### WORK REQUEST
Type out the data exactly as given. Skip any image.

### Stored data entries

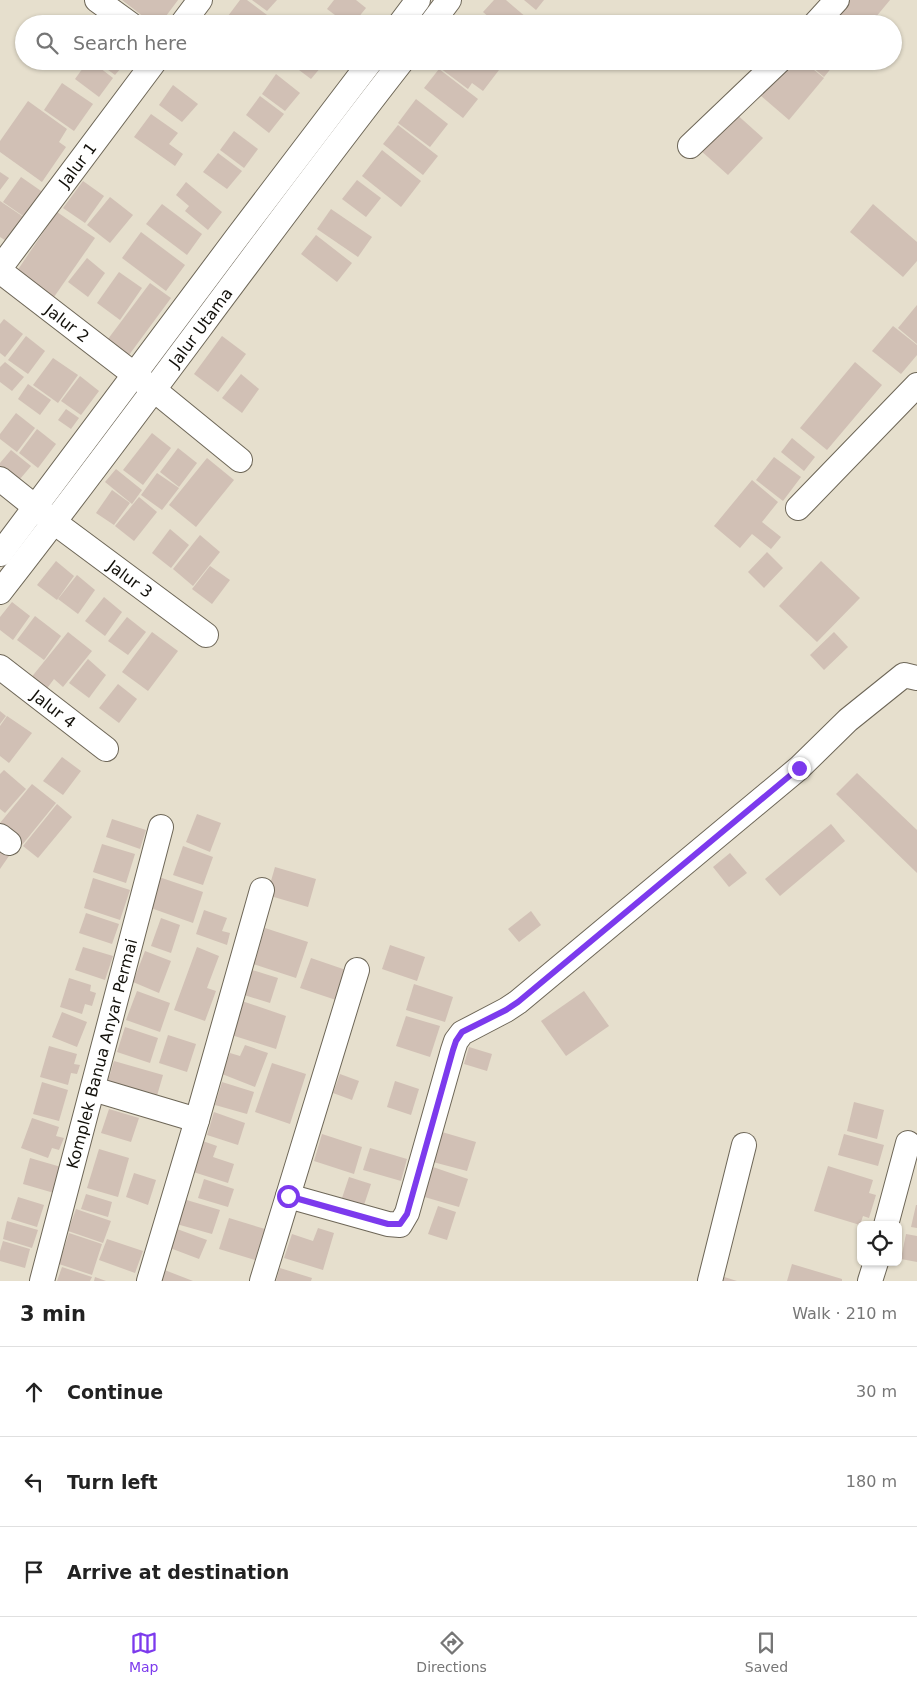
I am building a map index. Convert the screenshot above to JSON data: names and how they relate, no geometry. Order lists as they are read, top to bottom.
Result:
{
  "streets": {
    "street": [
      "Jalur 1",
      "Jalur 2",
      "Jalur Utama",
      "Jalur 3",
      "Jalur 4",
      "Komplek Banua Anyar Permai"
    ]
  },
  "crossings": [
    ["Jalur 1", "Jalur 2"],
    ["Jalur 2", "Jalur Utama"],
    ["Jalur Utama", "Jalur 3"]
  ],
  "page": {
    "search": "Search here",
    "heading": ["3 min", "Walk · 210 m"],
    "list": [
      ["Continue", "30 m"],
      ["Turn left", "180 m"],
      "Arrive at destination"
    ],
    "nav": ["Map", "Directions", "Saved"]
  }
}
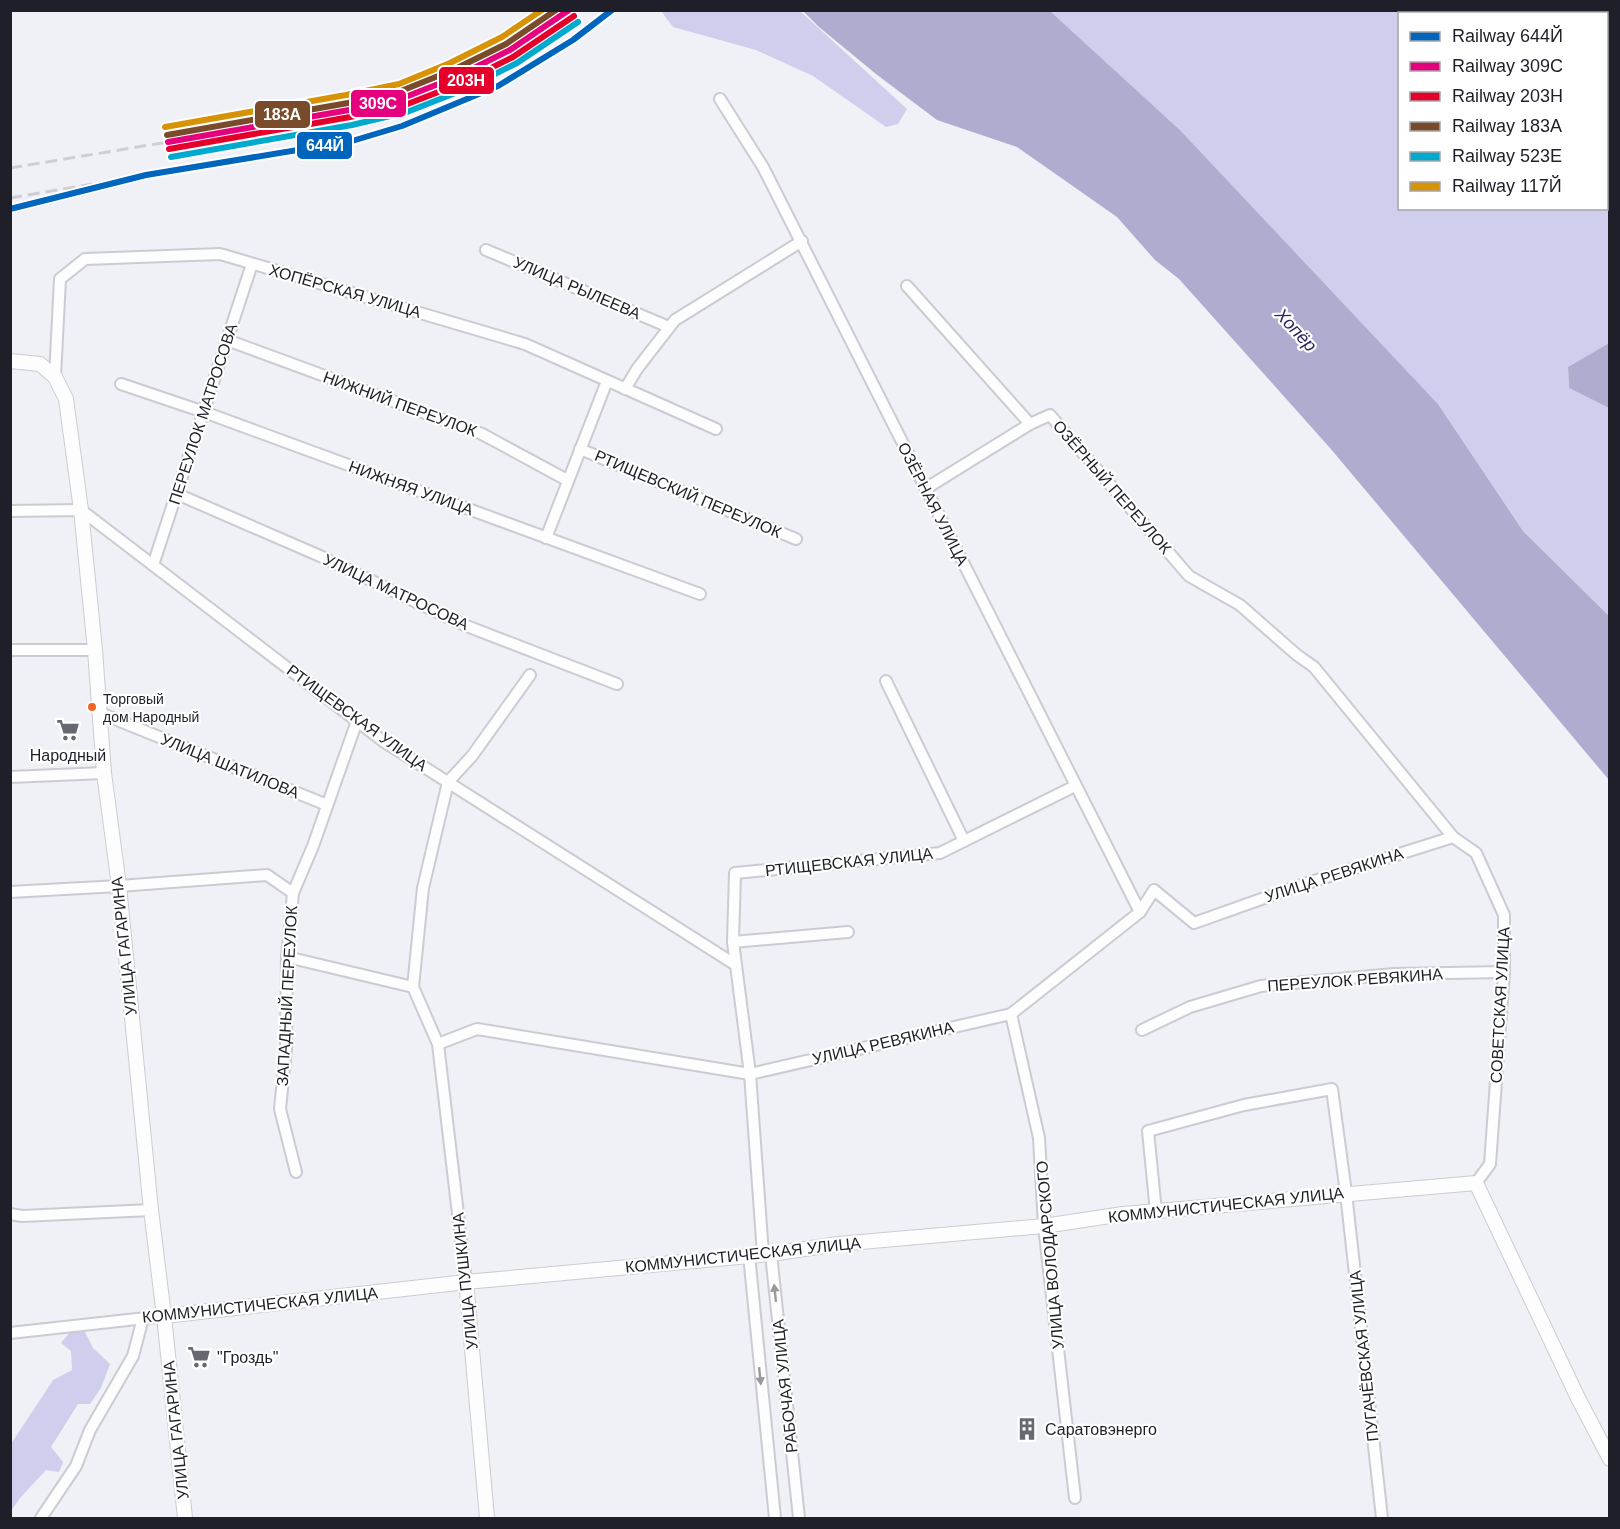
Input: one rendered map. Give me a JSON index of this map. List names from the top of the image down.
{
  "streets": {
    "street": [
      "УЛИЦА РЫЛЕЕВА",
      "ХОПЁРСКАЯ УЛИЦА",
      "НИЖНИЙ ПЕРЕУЛОК",
      "ПЕРЕУЛОК МАТРОСОВА",
      "ОЗЁРНЫЙ ПЕРЕУЛОК",
      "НИЖНЯЯ УЛИЦА",
      "РТИЩЕВСКИЙ ПЕРЕУЛОК",
      "ОЗЁРНАЯ УЛИЦА",
      "УЛИЦА МАТРОСОВА",
      "РТИЩЕВСКАЯ УЛИЦА",
      "УЛИЦА ШАТИЛОВА",
      "УЛИЦА РЕВЯКИНА",
      "УЛИЦА ГАГАРИНА",
      "ПЕРЕУЛОК РЕВЯКИНА",
      "ЗАПАДНЫЙ ПЕРЕУЛОК",
      "СОВЕТСКАЯ УЛИЦА",
      "КОММУНИСТИЧЕСКАЯ УЛИЦА",
      "УЛИЦА ВОЛОДАРСКОГО",
      "УЛИЦА ПУШКИНА",
      "ПУГАЧЁВСКАЯ УЛИЦА",
      "РАБОЧАЯ УЛИЦА"
    ]
  },
  "crossings": [
    ["ХОПЁРСКАЯ УЛИЦА", "ПЕРЕУЛОК МАТРОСОВА"],
    ["ХОПЁРСКАЯ УЛИЦА", "УЛИЦА ГАГАРИНА"],
    ["НИЖНИЙ ПЕРЕУЛОК", "ПЕРЕУЛОК МАТРОСОВА"],
    ["ПЕРЕУЛОК МАТРОСОВА", "НИЖНЯЯ УЛИЦА"],
    ["ПЕРЕУЛОК МАТРОСОВА", "УЛИЦА МАТРОСОВА"],
    ["ПЕРЕУЛОК МАТРОСОВА", "РТИЩЕВСКАЯ УЛИЦА"],
    ["ОЗЁРНЫЙ ПЕРЕУЛОК", "ОЗЁРНАЯ УЛИЦА"],
    ["ОЗЁРНЫЙ ПЕРЕУЛОК", "СОВЕТСКАЯ УЛИЦА"],
    ["ОЗЁРНАЯ УЛИЦА", "РТИЩЕВСКАЯ УЛИЦА"],
    ["ОЗЁРНАЯ УЛИЦА", "УЛИЦА РЕВЯКИНА"],
    ["РТИЩЕВСКАЯ УЛИЦА", "УЛИЦА РЕВЯКИНА"],
    ["РТИЩЕВСКАЯ УЛИЦА", "УЛИЦА ГАГАРИНА"],
    ["РТИЩЕВСКАЯ УЛИЦА", "ЗАПАДНЫЙ ПЕРЕУЛОК"],
    ["РТИЩЕВСКАЯ УЛИЦА", "КОММУНИСТИЧЕСКАЯ УЛИЦА"],
    ["РТИЩЕВСКАЯ УЛИЦА", "РАБОЧАЯ УЛИЦА"],
    ["УЛИЦА ШАТИЛОВА", "УЛИЦА ГАГАРИНА"],
    ["УЛИЦА ШАТИЛОВА", "ЗАПАДНЫЙ ПЕРЕУЛОК"],
    ["УЛИЦА РЕВЯКИНА", "СОВЕТСКАЯ УЛИЦА"],
    ["УЛИЦА РЕВЯКИНА", "УЛИЦА ВОЛОДАРСКОГО"],
    ["УЛИЦА РЕВЯКИНА", "УЛИЦА ПУШКИНА"],
    ["УЛИЦА ГАГАРИНА", "КОММУНИСТИЧЕСКАЯ УЛИЦА"],
    ["ПЕРЕУЛОК РЕВЯКИНА", "СОВЕТСКАЯ УЛИЦА"],
    ["СОВЕТСКАЯ УЛИЦА", "КОММУНИСТИЧЕСКАЯ УЛИЦА"],
    ["КОММУНИСТИЧЕСКАЯ УЛИЦА", "УЛИЦА ВОЛОДАРСКОГО"],
    ["КОММУНИСТИЧЕСКАЯ УЛИЦА", "УЛИЦА ПУШКИНА"],
    ["КОММУНИСТИЧЕСКАЯ УЛИЦА", "ПУГАЧЁВСКАЯ УЛИЦА"],
    ["КОММУНИСТИЧЕСКАЯ УЛИЦА", "РАБОЧАЯ УЛИЦА"]
  ],
  "water": ["Хопёр"],
  "places": {
    "other": ["Торговый дом Народный"],
    "supermarket": ["Народный", "\"Гроздь\""],
    "building": ["Саратовэнерго"]
  },
  "lines": [
    "rail line 644Й",
    "rail line 309С",
    "rail line 183А",
    "rail line 117Й",
    "rail line 203Н",
    "rail line 523Е"
  ],
  "legend": [
    "Railway 644Й",
    "Railway 309С",
    "Railway 203Н",
    "Railway 183А",
    "Railway 523Е",
    "Railway 117Й"
  ]
}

### WRITTEN ANSWER
I am building a map index. Convert the screenshot above to JSON data: names and how they relate, no geometry. Order lists as they are read, top to bottom.
Result:
{
  "streets": {
    "street": [
      "Jalur 1",
      "Jalur 2",
      "Jalur Utama",
      "Jalur 3",
      "Jalur 4",
      "Komplek Banua Anyar Permai"
    ]
  },
  "crossings": [
    ["Jalur 1", "Jalur 2"],
    ["Jalur 2", "Jalur Utama"],
    ["Jalur Utama", "Jalur 3"]
  ],
  "page": {
    "search": "Search here",
    "heading": ["3 min", "Walk · 210 m"],
    "list": [
      ["Continue", "30 m"],
      ["Turn left", "180 m"],
      "Arrive at destination"
    ],
    "nav": ["Map", "Directions", "Saved"]
  }
}
Input: one rendered map. Give me a JSON index of this map. List names from the top of the image down.
{
  "streets": {
    "street": [
      "УЛИЦА РЫЛЕЕВА",
      "ХОПЁРСКАЯ УЛИЦА",
      "НИЖНИЙ ПЕРЕУЛОК",
      "ПЕРЕУЛОК МАТРОСОВА",
      "ОЗЁРНЫЙ ПЕРЕУЛОК",
      "НИЖНЯЯ УЛИЦА",
      "РТИЩЕВСКИЙ ПЕРЕУЛОК",
      "ОЗЁРНАЯ УЛИЦА",
      "УЛИЦА МАТРОСОВА",
      "РТИЩЕВСКАЯ УЛИЦА",
      "УЛИЦА ШАТИЛОВА",
      "УЛИЦА РЕВЯКИНА",
      "УЛИЦА ГАГАРИНА",
      "ПЕРЕУЛОК РЕВЯКИНА",
      "ЗАПАДНЫЙ ПЕРЕУЛОК",
      "СОВЕТСКАЯ УЛИЦА",
      "КОММУНИСТИЧЕСКАЯ УЛИЦА",
      "УЛИЦА ВОЛОДАРСКОГО",
      "УЛИЦА ПУШКИНА",
      "ПУГАЧЁВСКАЯ УЛИЦА",
      "РАБОЧАЯ УЛИЦА"
    ]
  },
  "crossings": [
    ["ХОПЁРСКАЯ УЛИЦА", "ПЕРЕУЛОК МАТРОСОВА"],
    ["ХОПЁРСКАЯ УЛИЦА", "УЛИЦА ГАГАРИНА"],
    ["НИЖНИЙ ПЕРЕУЛОК", "ПЕРЕУЛОК МАТРОСОВА"],
    ["ПЕРЕУЛОК МАТРОСОВА", "НИЖНЯЯ УЛИЦА"],
    ["ПЕРЕУЛОК МАТРОСОВА", "УЛИЦА МАТРОСОВА"],
    ["ПЕРЕУЛОК МАТРОСОВА", "РТИЩЕВСКАЯ УЛИЦА"],
    ["ОЗЁРНЫЙ ПЕРЕУЛОК", "ОЗЁРНАЯ УЛИЦА"],
    ["ОЗЁРНЫЙ ПЕРЕУЛОК", "СОВЕТСКАЯ УЛИЦА"],
    ["ОЗЁРНАЯ УЛИЦА", "РТИЩЕВСКАЯ УЛИЦА"],
    ["ОЗЁРНАЯ УЛИЦА", "УЛИЦА РЕВЯКИНА"],
    ["РТИЩЕВСКАЯ УЛИЦА", "УЛИЦА РЕВЯКИНА"],
    ["РТИЩЕВСКАЯ УЛИЦА", "УЛИЦА ГАГАРИНА"],
    ["РТИЩЕВСКАЯ УЛИЦА", "ЗАПАДНЫЙ ПЕРЕУЛОК"],
    ["РТИЩЕВСКАЯ УЛИЦА", "КОММУНИСТИЧЕСКАЯ УЛИЦА"],
    ["РТИЩЕВСКАЯ УЛИЦА", "РАБОЧАЯ УЛИЦА"],
    ["УЛИЦА ШАТИЛОВА", "УЛИЦА ГАГАРИНА"],
    ["УЛИЦА ШАТИЛОВА", "ЗАПАДНЫЙ ПЕРЕУЛОК"],
    ["УЛИЦА РЕВЯКИНА", "СОВЕТСКАЯ УЛИЦА"],
    ["УЛИЦА РЕВЯКИНА", "УЛИЦА ВОЛОДАРСКОГО"],
    ["УЛИЦА РЕВЯКИНА", "УЛИЦА ПУШКИНА"],
    ["УЛИЦА ГАГАРИНА", "КОММУНИСТИЧЕСКАЯ УЛИЦА"],
    ["ПЕРЕУЛОК РЕВЯКИНА", "СОВЕТСКАЯ УЛИЦА"],
    ["СОВЕТСКАЯ УЛИЦА", "КОММУНИСТИЧЕСКАЯ УЛИЦА"],
    ["КОММУНИСТИЧЕСКАЯ УЛИЦА", "УЛИЦА ВОЛОДАРСКОГО"],
    ["КОММУНИСТИЧЕСКАЯ УЛИЦА", "УЛИЦА ПУШКИНА"],
    ["КОММУНИСТИЧЕСКАЯ УЛИЦА", "ПУГАЧЁВСКАЯ УЛИЦА"],
    ["КОММУНИСТИЧЕСКАЯ УЛИЦА", "РАБОЧАЯ УЛИЦА"]
  ],
  "water": ["Хопёр"],
  "places": {
    "other": ["Торговый дом Народный"],
    "supermarket": ["Народный", "\"Гроздь\""],
    "building": ["Саратовэнерго"]
  },
  "lines": [
    "rail line 644Й",
    "rail line 309С",
    "rail line 183А",
    "rail line 117Й",
    "rail line 203Н",
    "rail line 523Е"
  ],
  "legend": [
    "Railway 644Й",
    "Railway 309С",
    "Railway 203Н",
    "Railway 183А",
    "Railway 523Е",
    "Railway 117Й"
  ]
}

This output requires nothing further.